In currently working what is essentially two full-time jobs (Project Management and Blogging, #obviously), having an hour+ commute each way for my 9-to-5, and planning a wedding (with the help of my fiancé), I’ve sporadically had sleeping issues across the year. If you’re like me, trying to fit what is logically too much on your metaphorical plate, then here are my top 5 tricks for getting better sleep!
Deep, Controlled Breathing
Whenever my mind is racing, my first trick is to try to redirect my thoughts to my breathing. Breathe in for a count of 4, hold your breath for a count of 7, and slowly breathe out for a count of 8. This pattern of breathing will leave you feeling relaxed and settled in for a night of great sleep.
Meditation
Settling your thoughts on a specific intention will allow you to kind of “zone out” on that area of focus. I’d suggest a thought such as “hope” or “happiness” to leave you on the track for great dreams and a next day of positive thoughts.
Chamomile or “Sleepy Time” Tea
Sometimes I like to start my evenings with some relaxing chamomile tea. This is potentially, completely a placebo, but I find the warmth to be incredibly soothing. If you want to get fancy, rumor has it that adding a little lavender will add an extra kick of relaxation.
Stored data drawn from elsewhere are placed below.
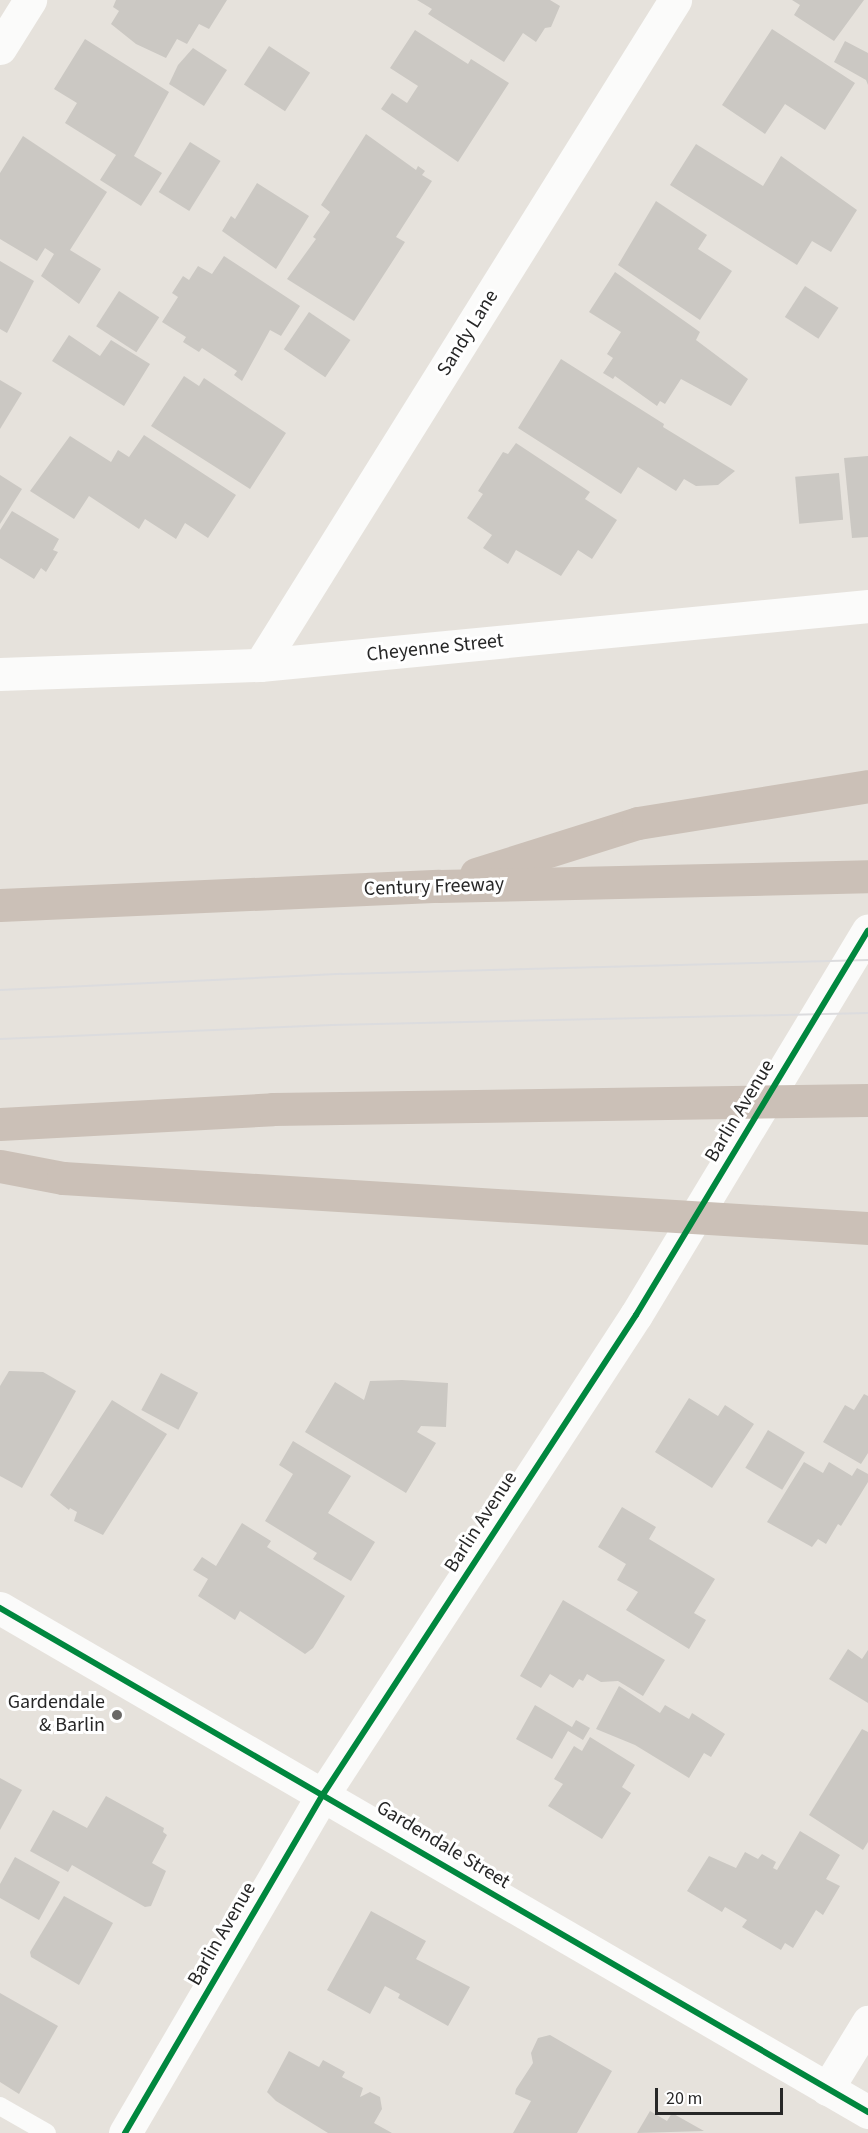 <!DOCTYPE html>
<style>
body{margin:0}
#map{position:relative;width:868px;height:2133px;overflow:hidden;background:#e6e2dc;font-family:"Source Sans 3",sans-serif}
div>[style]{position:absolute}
.building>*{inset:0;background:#cbc8c3;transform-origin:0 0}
.lane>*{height:18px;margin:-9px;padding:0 9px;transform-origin:9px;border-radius:9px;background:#fbfbfa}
.street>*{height:33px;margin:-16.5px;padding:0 16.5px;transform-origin:16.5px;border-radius:16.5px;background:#fbfbfa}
.secondary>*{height:33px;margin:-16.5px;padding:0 16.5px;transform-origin:16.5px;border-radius:16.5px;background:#fbfbfa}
.highway>*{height:33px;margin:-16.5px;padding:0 16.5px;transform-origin:16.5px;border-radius:16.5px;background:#cbc0b7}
.tram>*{height:1.5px;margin:-0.75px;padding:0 0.75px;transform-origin:0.75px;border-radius:0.75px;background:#dcdcde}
.cycleway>*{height:6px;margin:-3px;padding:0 3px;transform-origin:3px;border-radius:3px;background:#00873e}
.dots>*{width:16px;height:16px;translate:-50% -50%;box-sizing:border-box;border:3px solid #fff;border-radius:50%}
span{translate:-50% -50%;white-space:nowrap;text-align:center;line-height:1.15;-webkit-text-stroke:6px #fff;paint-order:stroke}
.street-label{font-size:20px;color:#272727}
.poi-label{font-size:20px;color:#272727}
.right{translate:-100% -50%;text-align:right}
.scale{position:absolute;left:655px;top:2088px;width:128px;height:27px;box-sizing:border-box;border:3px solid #272727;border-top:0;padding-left:8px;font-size:18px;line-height:21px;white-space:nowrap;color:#272727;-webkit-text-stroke:4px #fff;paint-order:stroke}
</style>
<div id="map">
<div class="building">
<i style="clip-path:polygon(116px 0,227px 0,209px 29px,199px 24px,187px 44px,177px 39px,166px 58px,136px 44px,111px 24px,119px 11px,113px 7px)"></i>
<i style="clip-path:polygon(417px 0,550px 0,560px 6px,551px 27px,545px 28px,536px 42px,523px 33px,504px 62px,428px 14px,432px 9px)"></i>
<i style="clip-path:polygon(792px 0,864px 0,834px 41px,794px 15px,800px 5px)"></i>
<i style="clip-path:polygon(772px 29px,855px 83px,825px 130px,785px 104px,765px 134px,722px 105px)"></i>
<i style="clip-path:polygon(415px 30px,468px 64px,471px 59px,509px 83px,458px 162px,381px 109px,392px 93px,407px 103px,418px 86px,390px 68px)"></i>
<i style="clip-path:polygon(85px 39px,169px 92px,134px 156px,162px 173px,141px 206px,100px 180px,116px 155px,65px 123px,77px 103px,54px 89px)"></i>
<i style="clip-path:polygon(845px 41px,868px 53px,868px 85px,866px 80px,834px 62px)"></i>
<i style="left:269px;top:46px;width:49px;height:46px;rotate:33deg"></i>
<i style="clip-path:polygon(193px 48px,227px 70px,204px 106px,169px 84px,178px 65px)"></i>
<i style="clip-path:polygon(366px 134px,416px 170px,418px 166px,425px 171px,422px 175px,432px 181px,396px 237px,405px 242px,354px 321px,287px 279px,316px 239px,313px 237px,330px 212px,321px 205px)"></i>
<i style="clip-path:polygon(23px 136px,107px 192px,70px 250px,101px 269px,79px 304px,41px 276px,54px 254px,45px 248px,37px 261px,0 239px,0 173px)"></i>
<i style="left:190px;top:142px;width:36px;height:59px;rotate:32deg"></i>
<i style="clip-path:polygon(696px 144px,763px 186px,781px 156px,857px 210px,831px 252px,812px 241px,797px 265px,670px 185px)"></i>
<i style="clip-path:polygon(257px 183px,309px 216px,276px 269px,222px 231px,231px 216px,235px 219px)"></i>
<i style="clip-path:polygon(656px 201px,707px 235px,698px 249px,732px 271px,700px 320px,618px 265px)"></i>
<i style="clip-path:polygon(224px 256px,300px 306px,281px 336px,270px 330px,242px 381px,234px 375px,237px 371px,202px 348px,199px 352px,183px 342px,186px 337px,162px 322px,178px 297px,172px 293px,183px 276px,189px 280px,198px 266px,212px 274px)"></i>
<i style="clip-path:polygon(0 261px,34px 281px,7px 333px,0 329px)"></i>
<i style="clip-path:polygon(615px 272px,700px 332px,696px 340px,748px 379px,731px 406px,681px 379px,665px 404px,660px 401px,657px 406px,615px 376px,613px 379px,603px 373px,613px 358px,607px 354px,621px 332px,589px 312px)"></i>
<i style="left:805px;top:286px;width:40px;height:37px;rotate:33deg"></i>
<i style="left:119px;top:291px;width:48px;height:42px;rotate:33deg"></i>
<i style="left:309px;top:312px;width:50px;height:45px;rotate:34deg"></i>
<i style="clip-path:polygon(69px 335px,100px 356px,111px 340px,150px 364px,124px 406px,52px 361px)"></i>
<i style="clip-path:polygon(561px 359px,664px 424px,663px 427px,735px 471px,718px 485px,696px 486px,684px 479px,676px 491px,638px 467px,621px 494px,518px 428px)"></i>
<i style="clip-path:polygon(184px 376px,199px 386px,204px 378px,286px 433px,250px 489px,151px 426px)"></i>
<i style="clip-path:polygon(0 380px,22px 393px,0 429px)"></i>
<i style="clip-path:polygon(144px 435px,236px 495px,208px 538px,185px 523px,176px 539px,145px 519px,139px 529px,89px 496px,74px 519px,30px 491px,70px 436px,111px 462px,118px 450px,129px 457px)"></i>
<i style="clip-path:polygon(516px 443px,590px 492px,585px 499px,617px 520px,592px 559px,578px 550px,561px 576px,516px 550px,508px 564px,483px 548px,492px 535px,467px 518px,483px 494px,478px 491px,503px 452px,508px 454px)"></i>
<i style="clip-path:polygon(868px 456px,868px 537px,852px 538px,844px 458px)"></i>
<i style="left:839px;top:473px;width:47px;height:44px;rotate:85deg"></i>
<i style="clip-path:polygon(0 475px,22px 489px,0 524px)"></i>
<i style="clip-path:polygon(12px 511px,59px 539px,53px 550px,58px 552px,46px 572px,41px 568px,34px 579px,0 558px,0 530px)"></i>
<i style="clip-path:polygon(9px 1371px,43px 1372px,76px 1391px,22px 1488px,0 1476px,0 1386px)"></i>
<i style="left:161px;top:1373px;width:42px;height:42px;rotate:28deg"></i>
<i style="clip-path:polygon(402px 1380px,448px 1383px,446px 1427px,421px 1426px,417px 1432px,436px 1443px,406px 1493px,305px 1432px,335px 1382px,364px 1400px,370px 1381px)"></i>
<i style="clip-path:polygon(864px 1394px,868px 1396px,868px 1453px,861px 1464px,823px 1442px,845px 1405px,854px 1410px)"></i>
<i style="clip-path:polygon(689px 1398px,718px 1416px,725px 1405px,754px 1424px,712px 1488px,655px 1452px)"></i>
<i style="clip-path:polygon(112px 1400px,167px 1434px,103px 1535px,74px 1521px,77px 1512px,70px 1508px,69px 1510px,50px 1495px)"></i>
<i style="left:768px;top:1430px;width:43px;height:44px;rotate:31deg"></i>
<i style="clip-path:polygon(293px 1441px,351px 1476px,328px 1513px,375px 1542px,351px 1581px,313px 1559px,317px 1553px,265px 1521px,293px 1474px,279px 1465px)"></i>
<i style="clip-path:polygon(804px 1462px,823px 1473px,829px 1462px,852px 1476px,857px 1468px,868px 1474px,868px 1482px,841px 1526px,838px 1524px,826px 1544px,818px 1539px,812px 1547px,767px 1522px)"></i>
<i style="clip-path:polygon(622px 1507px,656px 1527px,649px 1539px,715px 1579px,694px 1613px,706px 1620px,689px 1649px,626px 1610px,638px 1592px,617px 1580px,626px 1564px,598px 1547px)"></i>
<i style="clip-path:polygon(242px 1523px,271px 1541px,267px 1547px,345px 1596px,313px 1648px,305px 1654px,240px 1611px,235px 1620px,198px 1596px,208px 1579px,193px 1570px,202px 1557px,216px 1566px)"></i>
<i style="clip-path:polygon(563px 1600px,665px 1660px,643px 1696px,618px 1681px,601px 1682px,587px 1674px,583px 1681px,579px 1679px,573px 1688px,550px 1674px,541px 1688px,520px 1676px)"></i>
<i style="clip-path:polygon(848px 1649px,862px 1659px,868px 1650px,868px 1703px,829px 1679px)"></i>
<i style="clip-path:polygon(619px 1686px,660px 1713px,665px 1705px,689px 1719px,692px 1713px,725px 1734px,711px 1757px,704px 1753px,689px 1778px,635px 1745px,596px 1729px)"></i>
<i style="clip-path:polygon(535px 1705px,572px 1727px,576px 1720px,590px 1728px,583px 1740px,568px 1731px,552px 1759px,516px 1739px)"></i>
<i style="clip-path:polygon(862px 1729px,868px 1732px,868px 1842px,863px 1850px,809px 1815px)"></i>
<i style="clip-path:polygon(590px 1737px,635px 1765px,622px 1787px,631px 1793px,602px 1839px,548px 1806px,563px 1784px,554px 1779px,574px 1746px,582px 1751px)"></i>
<i style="clip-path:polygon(0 1778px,22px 1790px,0 1830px)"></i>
<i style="clip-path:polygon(106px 1796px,164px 1828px,163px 1832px,167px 1835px,152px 1863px,166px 1871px,151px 1906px,145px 1907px,72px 1865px,68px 1872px,30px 1851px,53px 1810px,87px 1828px)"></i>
<i style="clip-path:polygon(800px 1831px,840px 1855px,826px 1879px,840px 1886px,823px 1915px,816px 1910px,793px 1948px,785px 1943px,781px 1950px,742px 1927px,747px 1920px,725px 1907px,722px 1912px,687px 1891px,709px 1856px,736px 1868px,745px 1852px,758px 1859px,762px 1854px,776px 1862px,773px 1868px,777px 1870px)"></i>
<i style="clip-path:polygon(15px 1857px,60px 1882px,39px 1920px,0 1898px,0 1884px)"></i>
<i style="clip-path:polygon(64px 1896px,113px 1923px,79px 1985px,31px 1957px,30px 1952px)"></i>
<i style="clip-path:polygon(371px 1911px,426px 1941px,416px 1959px,470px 1987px,448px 2026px,398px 1998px,400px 1994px,385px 1986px,370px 2014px,327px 1990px)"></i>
<i style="clip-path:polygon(0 1993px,58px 2026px,19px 2094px,0 2082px)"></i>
<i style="clip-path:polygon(550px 2035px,612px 2071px,577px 2133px,513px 2133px,531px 2101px,515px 2094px,516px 2089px,533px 2063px,531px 2053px,538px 2038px)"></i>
<i style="clip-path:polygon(289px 2051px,319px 2067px,323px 2060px,345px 2072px,342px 2077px,363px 2088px,360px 2097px,370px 2092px,380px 2097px,382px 2109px,374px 2123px,392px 2133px,328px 2133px,276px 2101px,267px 2092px)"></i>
<i style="clip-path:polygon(650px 2111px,667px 2121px,672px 2113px,704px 2131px,637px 2133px)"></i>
</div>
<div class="lane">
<i style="left:0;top:2106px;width:54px;rotate:29.9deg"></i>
</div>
<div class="street">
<i style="left:0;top:48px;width:57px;rotate:-58deg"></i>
<i style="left:260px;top:665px;width:784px;rotate:-58.03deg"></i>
<i style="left:0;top:674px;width:260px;rotate:-2deg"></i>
<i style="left:260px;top:665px;width:611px;rotate:-5.54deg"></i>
<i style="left:827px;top:2089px;width:79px;rotate:-58.5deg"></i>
<i style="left:125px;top:2133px;width:394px;rotate:-59.7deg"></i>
<i style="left:324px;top:1793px;width:571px;rotate:-56.87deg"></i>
<i style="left:636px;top:1315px;width:449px;rotate:-58.9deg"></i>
</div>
<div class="secondary">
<i style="left:0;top:1608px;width:1004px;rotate:30.14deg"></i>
</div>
<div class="highway">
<i style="left:476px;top:874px;width:170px;rotate:-17.5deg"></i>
<i style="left:638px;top:823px;width:233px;rotate:-9.1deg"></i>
<i style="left:0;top:905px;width:439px;rotate:-2.5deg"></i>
<i style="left:439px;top:886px;width:429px;rotate:-1.3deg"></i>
<i style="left:0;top:1124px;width:273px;rotate:-3.1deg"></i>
<i style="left:273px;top:1109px;width:595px;rotate:-0.87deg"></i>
<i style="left:0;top:1166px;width:64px;rotate:10.8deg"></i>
<i style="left:63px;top:1178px;width:807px;rotate:3.55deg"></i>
</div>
<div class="tram">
<i style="left:0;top:990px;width:342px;rotate:-2.7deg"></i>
<i style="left:342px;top:974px;width:526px;rotate:-1.52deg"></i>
<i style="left:0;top:1039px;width:332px;rotate:-2.4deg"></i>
<i style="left:332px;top:1025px;width:536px;rotate:-1.28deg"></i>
</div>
<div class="cycleway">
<i style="left:0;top:1608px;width:1004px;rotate:30.14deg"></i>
<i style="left:125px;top:2133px;width:394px;rotate:-59.7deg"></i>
<i style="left:324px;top:1793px;width:571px;rotate:-56.87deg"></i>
<i style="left:636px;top:1315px;width:449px;rotate:-58.9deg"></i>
</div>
<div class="dots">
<i style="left:117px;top:1715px;background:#6a6866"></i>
</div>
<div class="street-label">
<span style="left:468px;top:333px;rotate:-58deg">Sandy Lane</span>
<span style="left:435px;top:648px;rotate:-6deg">Cheyenne Street</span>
<span style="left:434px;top:887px;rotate:-2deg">Century Freeway</span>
<span style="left:740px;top:1111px;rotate:-59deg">Barlin Avenue</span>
<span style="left:481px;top:1522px;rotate:-57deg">Barlin Avenue</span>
<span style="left:443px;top:1845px;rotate:31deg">Gardendale Street</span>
<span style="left:222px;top:1934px;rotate:-60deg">Barlin Avenue</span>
</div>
<div class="poi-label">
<span class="right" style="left:105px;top:1714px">Gardendale<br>&amp; Barlin</span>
</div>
<div class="scale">20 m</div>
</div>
Keep a Notepad Next to Your Bed
This habit is likely incredibly annoying to my wonderful fiancé, Raymond… wonderful because he deals with my crazy sleeping habits. When my mind is racing, it’s typically because I’m thinking through a full list of things I have to do. Keeping a notepad next to our bed allows me to write the full list of tasks running through my mind so that I can tackle them the next day.
Melatonin
When my sleeping issues become a persistent issue (typically the week before my cycle, TMI?), I am willing to take one natural, supplemental melatonin. Your brain naturally produces melatonin as a way to regulate your sleep/wake cycle. Natural melatonin supplements have been deemed safe for short-term use. If you decide to take this route, always listen to the manufacturer’s instructions and stop use if you wake up exhausted the next day. Aka, use with discretion and consider talking to your doctor before use.
JOIN THE CONVERSATION
What tricks do you use when you’re having difficulty sleeping? If you’ve tried any of the tricks above, let us know how they’ve worked for you!
Create a great day!
Thanks again so much for filling in for me Jessica! Lately I’ve been so exhausted from all the moving I’ve had no trouble falling asleep hah, but I would like to try to get into meditating.